More and more of our clients are now anxious to see how they can use their own investments to help close this funding gap and encourage the transition to a low carbon economy. This objective is reasonable and understandable, but simply reinvesting into low carbon portfolios may not be the most effective approach. Investors need to take a considered view on the best options to support the transition to a low carbon economy.

Sustainable Technology Can Be More Carbon Intensive

Tesla is well-known for its investment in sustainable solutions, including battery storage and, of course, electric vehicles. However, Tesla is more carbon intensive than, for example, Ford or BMW.

To be fair to Tesla, the figures used here are only Scope 1 and 2, or - in layman’s terms - the emissions generated by the company’s own operations and the energy used to power these operations. The data ignores Scope 3, where the emissions of the products once sold are included.

Scope 3 is often excluded because the data is hard to calculate, and most companies cannot or will not disclose. Low Carbon indices and ETFs exclude companies on the basis of Scope 1 and 2. This means low carbon tilts in portfolios can prove a crude measure.

Electric vehicles are currently more carbon intensive to produce, particularly the battery. It is only through the life of the vehicle that it becomes more efficient (and only in countries that don’t regularly use coal-powered energy generation).

This means low carbon indices based on Scope 1 and 2 emissions or intensity don’t necessarily exclude car manufacturers, even if they are doing nothing to facilitate the transition to a low carbon economy. They do not rule out those companies where emissions are primarily generated by their products once sold rather than in the manufacturing process.

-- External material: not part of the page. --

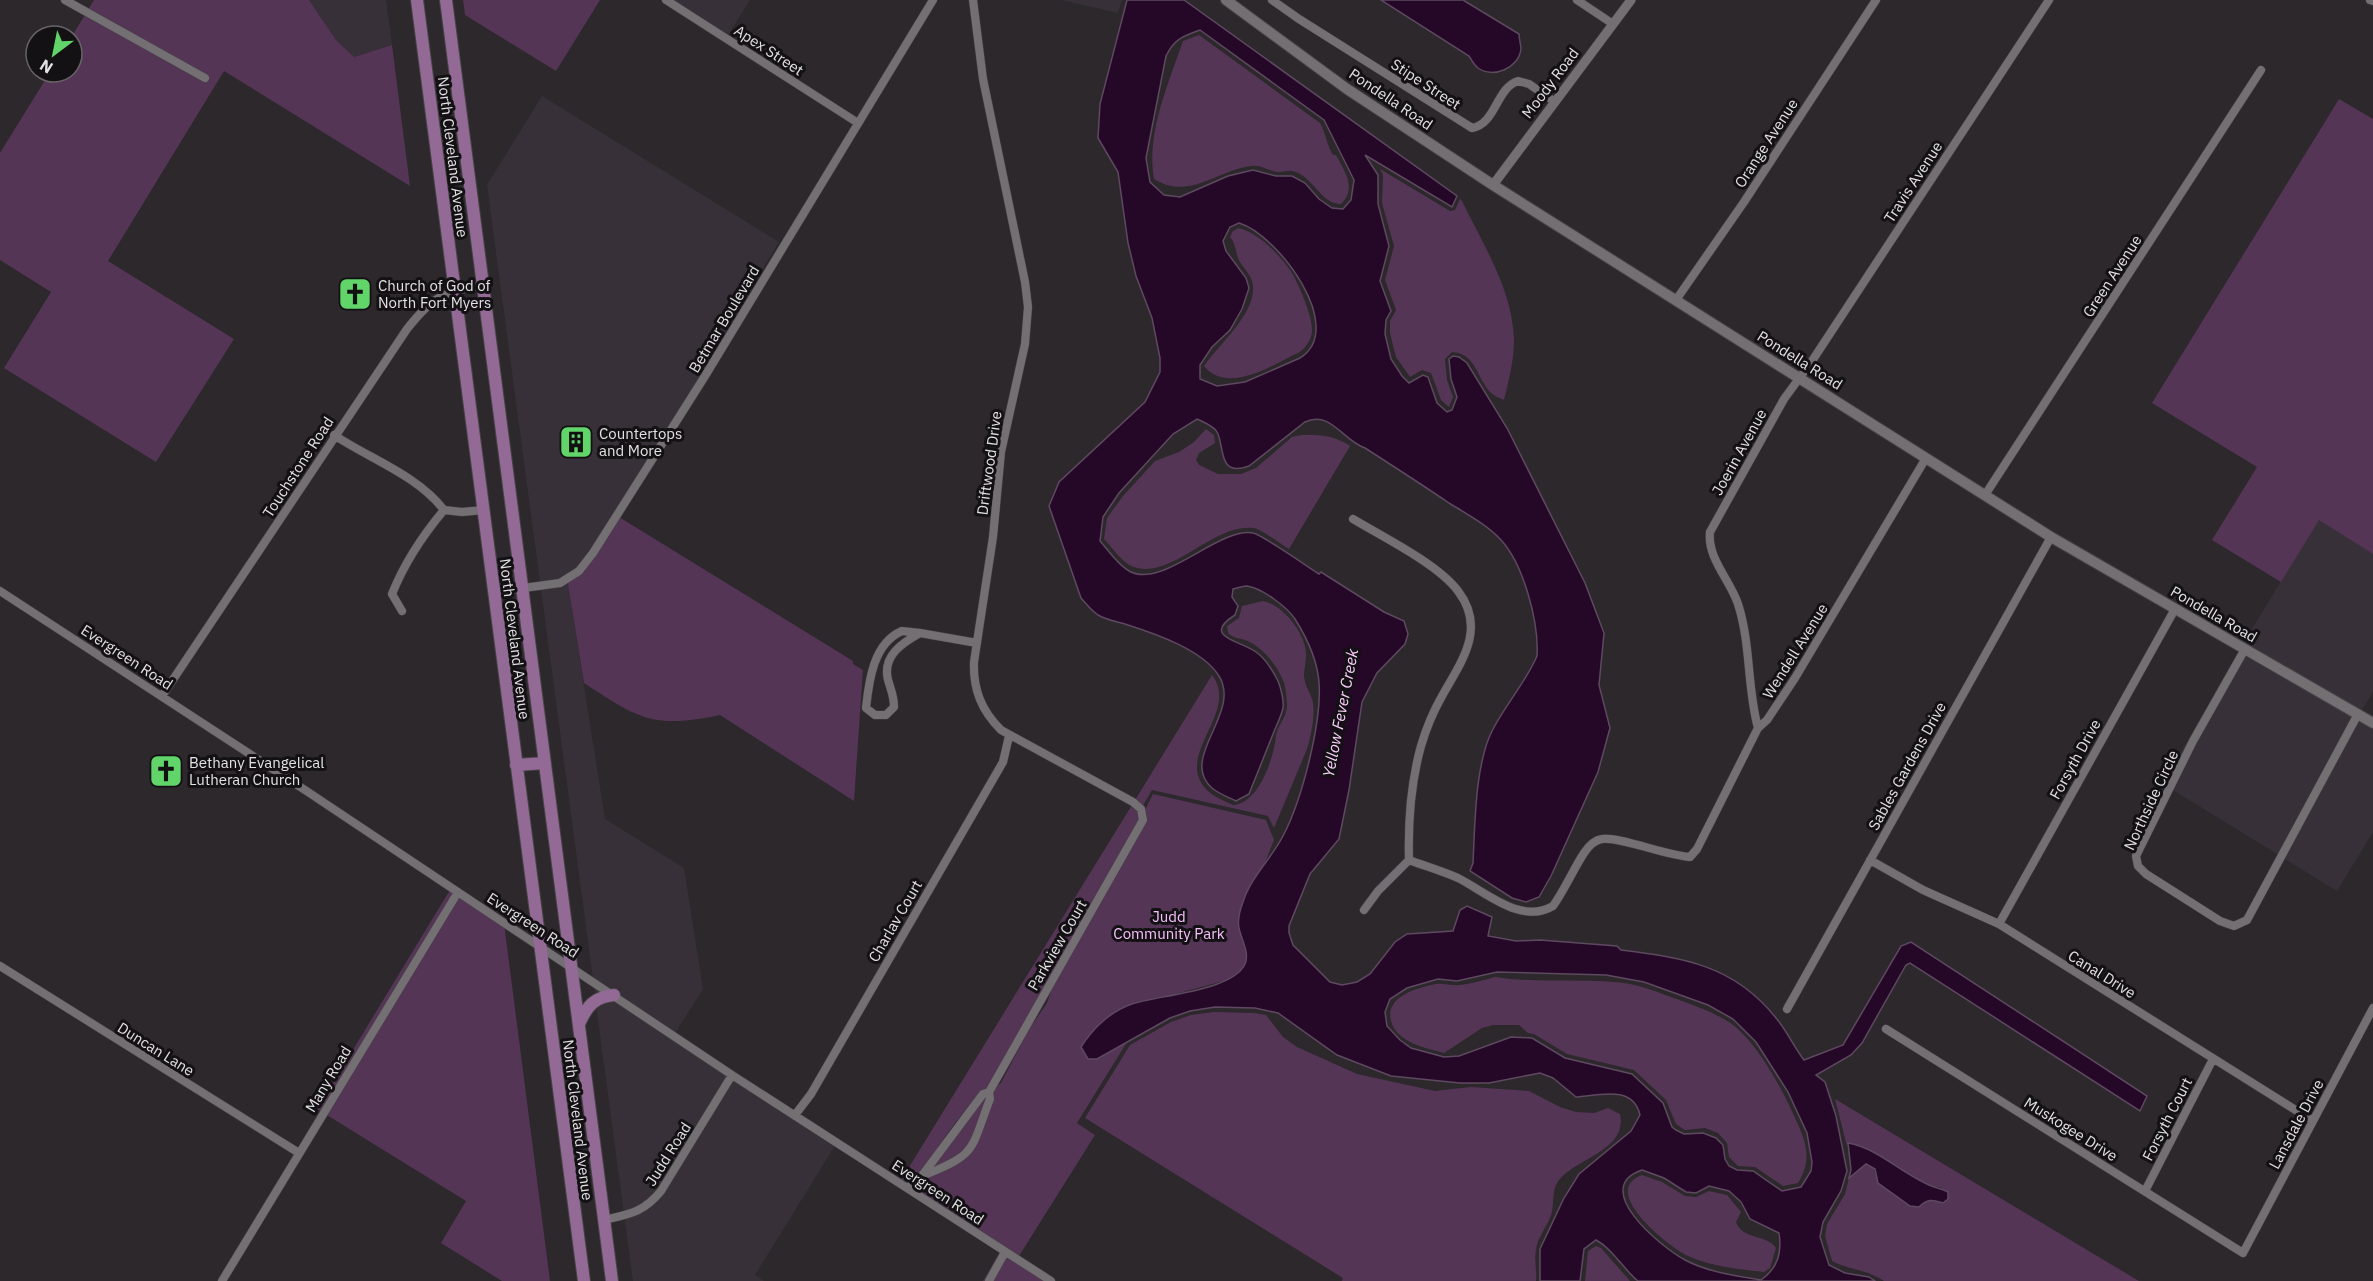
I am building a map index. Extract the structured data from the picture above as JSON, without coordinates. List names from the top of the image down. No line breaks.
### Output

In contrast, a low carbon approach would naturally exclude fossil fuel extractors, homebuilders and miners. Focusing on this last sector, mining is vitally important for many sustainable technologies. Cobalt, platinum, manganese, nickel, lithium (to name just a few) are vital for clean technology. Miners may be dirty, but they are also essential. Some of these companies are mindful of their environmental and social impacts and as clean and careful as possible. As such, they are a valid and necessary part of the transition: is it right that it should be excluded from a portfolio hoping to encourage a low carbon economy?
While using carbon footprints can generate insights and flag areas of concern, it is a crude tool. It is possible to have a low carbon footprint while doing little to promote the transition to a lower carbon economy or have a high carbon footprint while providing materials and tools for a low carbon future.

The unintended consequences of divesting

Divestment from high carbon intensive companies remains widely used. Global divestments from fossil fuel companies have reached $11trn according to 350.org. The primary targets are largely thought to be the international public companies. However, oil remains a necessary component of our energy requirements and divestment can have some unintended consequences.

International public companies have high disclosure requirements and are subject to considerable scrutiny from the general public. The alternatives are state-owned companies (Saudi Aramco, National Iranian Oil Company, Gazprom, etc.) or private companies. The oversight of these businesses, especially from the public, can be non-existent.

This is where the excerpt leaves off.